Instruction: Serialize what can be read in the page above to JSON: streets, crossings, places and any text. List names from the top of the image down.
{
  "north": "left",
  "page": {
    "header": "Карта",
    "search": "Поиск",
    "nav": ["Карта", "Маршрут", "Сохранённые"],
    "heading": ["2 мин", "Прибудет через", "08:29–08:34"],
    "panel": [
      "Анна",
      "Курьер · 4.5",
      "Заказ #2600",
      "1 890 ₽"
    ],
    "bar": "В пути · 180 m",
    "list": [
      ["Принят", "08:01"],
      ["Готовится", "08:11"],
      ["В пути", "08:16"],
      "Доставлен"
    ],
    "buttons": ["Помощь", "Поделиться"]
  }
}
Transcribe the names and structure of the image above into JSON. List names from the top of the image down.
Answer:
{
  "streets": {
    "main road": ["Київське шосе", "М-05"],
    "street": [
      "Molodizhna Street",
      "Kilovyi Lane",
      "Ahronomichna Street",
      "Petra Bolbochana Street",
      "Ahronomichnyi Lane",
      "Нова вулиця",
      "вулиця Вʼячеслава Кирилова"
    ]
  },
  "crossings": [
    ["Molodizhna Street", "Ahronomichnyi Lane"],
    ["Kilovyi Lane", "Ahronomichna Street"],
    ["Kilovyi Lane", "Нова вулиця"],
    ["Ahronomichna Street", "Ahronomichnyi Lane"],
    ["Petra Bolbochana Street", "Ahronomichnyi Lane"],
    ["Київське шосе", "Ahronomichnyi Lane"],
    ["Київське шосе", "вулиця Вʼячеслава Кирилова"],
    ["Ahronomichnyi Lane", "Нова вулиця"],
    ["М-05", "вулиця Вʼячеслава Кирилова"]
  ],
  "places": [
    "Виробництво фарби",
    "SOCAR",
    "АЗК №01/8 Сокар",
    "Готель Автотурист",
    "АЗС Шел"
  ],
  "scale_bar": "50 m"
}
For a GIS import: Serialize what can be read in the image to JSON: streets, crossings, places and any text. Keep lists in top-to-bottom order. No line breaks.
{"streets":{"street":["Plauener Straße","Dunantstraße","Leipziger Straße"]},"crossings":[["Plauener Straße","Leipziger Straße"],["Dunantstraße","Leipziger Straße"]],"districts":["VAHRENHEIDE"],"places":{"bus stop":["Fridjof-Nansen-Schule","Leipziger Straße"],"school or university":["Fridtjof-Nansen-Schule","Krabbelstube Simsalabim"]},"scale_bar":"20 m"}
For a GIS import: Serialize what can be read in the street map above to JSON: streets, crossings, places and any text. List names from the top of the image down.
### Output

Try it:
All entries must be duplicated exactly, with none left out.

Answer to this exercise:
Instruction: Serialize what can be read in the page above to JSON: streets, crossings, places and any text. List names from the top of the image down.
{
  "north": "left",
  "page": {
    "header": "Карта",
    "search": "Поиск",
    "nav": ["Карта", "Маршрут", "Сохранённые"],
    "heading": ["2 мин", "Прибудет через", "08:29–08:34"],
    "panel": [
      "Анна",
      "Курьер · 4.5",
      "Заказ #2600",
      "1 890 ₽"
    ],
    "bar": "В пути · 180 m",
    "list": [
      ["Принят", "08:01"],
      ["Готовится", "08:11"],
      ["В пути", "08:16"],
      "Доставлен"
    ],
    "buttons": ["Помощь", "Поделиться"]
  }
}
Transcribe the names and structure of the image above into JSON. List names from the top of the image down.
Answer:
{
  "streets": {
    "main road": ["Київське шосе", "М-05"],
    "street": [
      "Molodizhna Street",
      "Kilovyi Lane",
      "Ahronomichna Street",
      "Petra Bolbochana Street",
      "Ahronomichnyi Lane",
      "Нова вулиця",
      "вулиця Вʼячеслава Кирилова"
    ]
  },
  "crossings": [
    ["Molodizhna Street", "Ahronomichnyi Lane"],
    ["Kilovyi Lane", "Ahronomichna Street"],
    ["Kilovyi Lane", "Нова вулиця"],
    ["Ahronomichna Street", "Ahronomichnyi Lane"],
    ["Petra Bolbochana Street", "Ahronomichnyi Lane"],
    ["Київське шосе", "Ahronomichnyi Lane"],
    ["Київське шосе", "вулиця Вʼячеслава Кирилова"],
    ["Ahronomichnyi Lane", "Нова вулиця"],
    ["М-05", "вулиця Вʼячеслава Кирилова"]
  ],
  "places": [
    "Виробництво фарби",
    "SOCAR",
    "АЗК №01/8 Сокар",
    "Готель Автотурист",
    "АЗС Шел"
  ],
  "scale_bar": "50 m"
}
For a GIS import: Serialize what can be read in the image to JSON: streets, crossings, places and any text. Keep lists in top-to-bottom order. No line breaks.
{"streets":{"street":["Plauener Straße","Dunantstraße","Leipziger Straße"]},"crossings":[["Plauener Straße","Leipziger Straße"],["Dunantstraße","Leipziger Straße"]],"districts":["VAHRENHEIDE"],"places":{"bus stop":["Fridjof-Nansen-Schule","Leipziger Straße"],"school or university":["Fridtjof-Nansen-Schule","Krabbelstube Simsalabim"]},"scale_bar":"20 m"}
For a GIS import: Serialize what can be read in the street map above to JSON: streets, crossings, places and any text. List names from the top of the image down.
### Output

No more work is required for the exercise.